*** Block opens ***

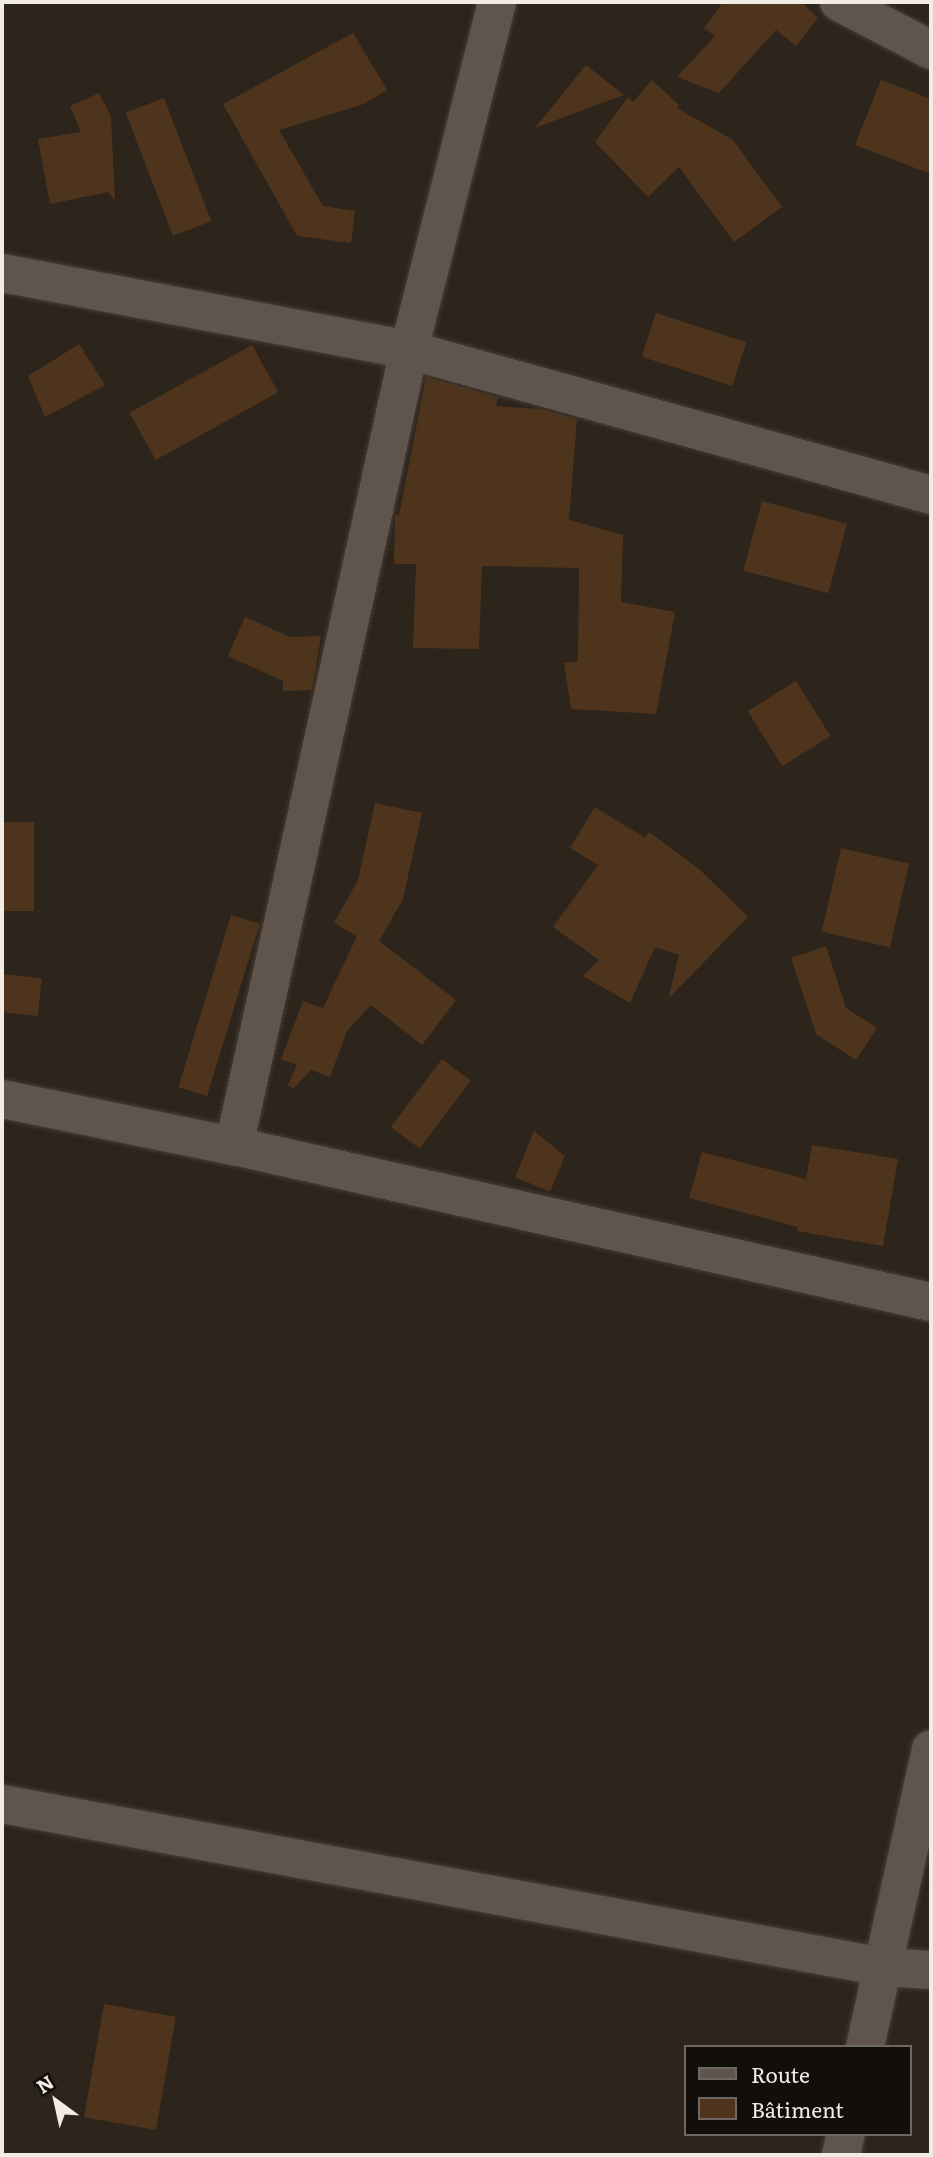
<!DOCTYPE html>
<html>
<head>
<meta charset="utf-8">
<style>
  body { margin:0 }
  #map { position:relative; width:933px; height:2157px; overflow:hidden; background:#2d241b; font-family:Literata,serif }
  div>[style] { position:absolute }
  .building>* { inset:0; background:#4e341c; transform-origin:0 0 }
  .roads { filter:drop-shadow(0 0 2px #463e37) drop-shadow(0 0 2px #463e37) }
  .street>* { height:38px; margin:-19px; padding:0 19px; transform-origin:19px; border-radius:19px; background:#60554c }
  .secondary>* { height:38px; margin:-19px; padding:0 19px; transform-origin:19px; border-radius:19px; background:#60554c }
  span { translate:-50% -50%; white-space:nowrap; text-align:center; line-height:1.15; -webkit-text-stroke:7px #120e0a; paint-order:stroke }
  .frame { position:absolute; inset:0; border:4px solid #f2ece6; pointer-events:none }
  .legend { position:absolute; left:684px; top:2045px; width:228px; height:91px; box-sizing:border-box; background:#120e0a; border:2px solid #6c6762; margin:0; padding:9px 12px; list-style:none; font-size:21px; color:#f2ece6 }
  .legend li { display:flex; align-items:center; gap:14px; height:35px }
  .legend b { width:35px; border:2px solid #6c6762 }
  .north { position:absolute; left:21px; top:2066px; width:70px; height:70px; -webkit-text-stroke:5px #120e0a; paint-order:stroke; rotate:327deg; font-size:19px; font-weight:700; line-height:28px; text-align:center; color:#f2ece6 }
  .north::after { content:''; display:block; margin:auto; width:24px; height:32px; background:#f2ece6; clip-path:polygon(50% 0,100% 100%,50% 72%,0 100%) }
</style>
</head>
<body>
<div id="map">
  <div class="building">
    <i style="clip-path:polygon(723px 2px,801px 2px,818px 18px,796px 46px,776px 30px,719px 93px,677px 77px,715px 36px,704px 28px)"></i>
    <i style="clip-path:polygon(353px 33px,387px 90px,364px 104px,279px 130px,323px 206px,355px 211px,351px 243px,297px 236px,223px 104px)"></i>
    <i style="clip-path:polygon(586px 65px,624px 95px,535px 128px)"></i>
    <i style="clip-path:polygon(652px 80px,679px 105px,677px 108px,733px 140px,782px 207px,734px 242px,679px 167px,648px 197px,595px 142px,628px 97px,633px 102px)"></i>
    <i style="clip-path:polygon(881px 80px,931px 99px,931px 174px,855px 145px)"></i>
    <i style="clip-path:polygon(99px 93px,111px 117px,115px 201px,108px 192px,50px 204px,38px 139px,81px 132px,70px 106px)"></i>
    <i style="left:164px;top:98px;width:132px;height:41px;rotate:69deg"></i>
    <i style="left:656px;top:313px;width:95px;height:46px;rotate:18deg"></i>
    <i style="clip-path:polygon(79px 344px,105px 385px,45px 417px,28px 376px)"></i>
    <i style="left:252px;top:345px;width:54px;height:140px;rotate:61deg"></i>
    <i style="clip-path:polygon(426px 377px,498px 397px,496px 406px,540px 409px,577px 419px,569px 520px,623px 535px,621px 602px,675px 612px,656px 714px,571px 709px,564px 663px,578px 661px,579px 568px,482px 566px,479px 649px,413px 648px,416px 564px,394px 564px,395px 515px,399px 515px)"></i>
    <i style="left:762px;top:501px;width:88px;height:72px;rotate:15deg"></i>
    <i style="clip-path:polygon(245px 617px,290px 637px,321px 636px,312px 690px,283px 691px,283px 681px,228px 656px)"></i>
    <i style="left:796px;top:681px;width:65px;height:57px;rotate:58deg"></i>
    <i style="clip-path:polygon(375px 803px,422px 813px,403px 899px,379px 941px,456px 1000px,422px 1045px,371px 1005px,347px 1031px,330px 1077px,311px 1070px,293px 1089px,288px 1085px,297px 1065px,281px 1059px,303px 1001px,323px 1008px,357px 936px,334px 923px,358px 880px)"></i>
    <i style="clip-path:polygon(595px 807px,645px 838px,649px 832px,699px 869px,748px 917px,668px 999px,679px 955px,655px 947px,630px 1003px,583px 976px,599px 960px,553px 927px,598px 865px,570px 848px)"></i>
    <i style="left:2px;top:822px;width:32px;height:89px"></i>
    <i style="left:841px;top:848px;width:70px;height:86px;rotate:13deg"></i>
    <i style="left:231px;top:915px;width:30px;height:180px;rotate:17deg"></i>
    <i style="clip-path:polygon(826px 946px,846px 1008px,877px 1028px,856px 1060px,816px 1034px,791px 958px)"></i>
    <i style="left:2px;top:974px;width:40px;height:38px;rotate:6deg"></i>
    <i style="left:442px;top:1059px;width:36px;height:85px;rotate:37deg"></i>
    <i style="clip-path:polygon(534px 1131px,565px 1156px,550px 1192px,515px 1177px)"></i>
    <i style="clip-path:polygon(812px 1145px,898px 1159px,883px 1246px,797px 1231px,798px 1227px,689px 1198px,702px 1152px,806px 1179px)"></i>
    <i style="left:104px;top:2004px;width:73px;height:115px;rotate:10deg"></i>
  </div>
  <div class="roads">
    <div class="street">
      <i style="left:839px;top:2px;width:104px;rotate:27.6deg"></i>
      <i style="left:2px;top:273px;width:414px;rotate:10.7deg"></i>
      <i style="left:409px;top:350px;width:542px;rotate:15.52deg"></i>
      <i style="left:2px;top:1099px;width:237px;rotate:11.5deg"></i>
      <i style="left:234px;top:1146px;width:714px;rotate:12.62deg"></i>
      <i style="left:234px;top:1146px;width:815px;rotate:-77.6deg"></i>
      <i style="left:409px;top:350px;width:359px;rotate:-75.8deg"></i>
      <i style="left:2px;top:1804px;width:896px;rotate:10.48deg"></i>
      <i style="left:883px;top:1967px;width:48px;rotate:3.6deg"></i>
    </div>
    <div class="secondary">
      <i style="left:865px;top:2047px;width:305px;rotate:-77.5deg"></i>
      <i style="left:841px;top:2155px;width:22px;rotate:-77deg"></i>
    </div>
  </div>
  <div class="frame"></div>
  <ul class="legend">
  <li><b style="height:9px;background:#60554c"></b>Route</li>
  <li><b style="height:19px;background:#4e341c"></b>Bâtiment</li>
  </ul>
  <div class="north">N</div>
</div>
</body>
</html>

*** Block closes ***

Task description: Could you repeat exactly the lines from the first one of the records above through the line containing "position:absolute; left:684px; top:2045px;", leaving out any pictures?

Finished exercise:
<!DOCTYPE html>
<html>
<head>
<meta charset="utf-8">
<style>
  body { margin:0 }
  #map { position:relative; width:933px; height:2157px; overflow:hidden; background:#2d241b; font-family:Literata,serif }
  div>[style] { position:absolute }
  .building>* { inset:0; background:#4e341c; transform-origin:0 0 }
  .roads { filter:drop-shadow(0 0 2px #463e37) drop-shadow(0 0 2px #463e37) }
  .street>* { height:38px; margin:-19px; padding:0 19px; transform-origin:19px; border-radius:19px; background:#60554c }
  .secondary>* { height:38px; margin:-19px; padding:0 19px; transform-origin:19px; border-radius:19px; background:#60554c }
  span { translate:-50% -50%; white-space:nowrap; text-align:center; line-height:1.15; -webkit-text-stroke:7px #120e0a; paint-order:stroke }
  .frame { position:absolute; inset:0; border:4px solid #f2ece6; pointer-events:none }
  .legend { position:absolute; left:684px; top:2045px; width:228px; height:91px; box-sizing:border-box; background:#120e0a; border:2px solid #6c6762; margin:0; padding:9px 12px; list-style:none; font-size:21px; color:#f2ece6 }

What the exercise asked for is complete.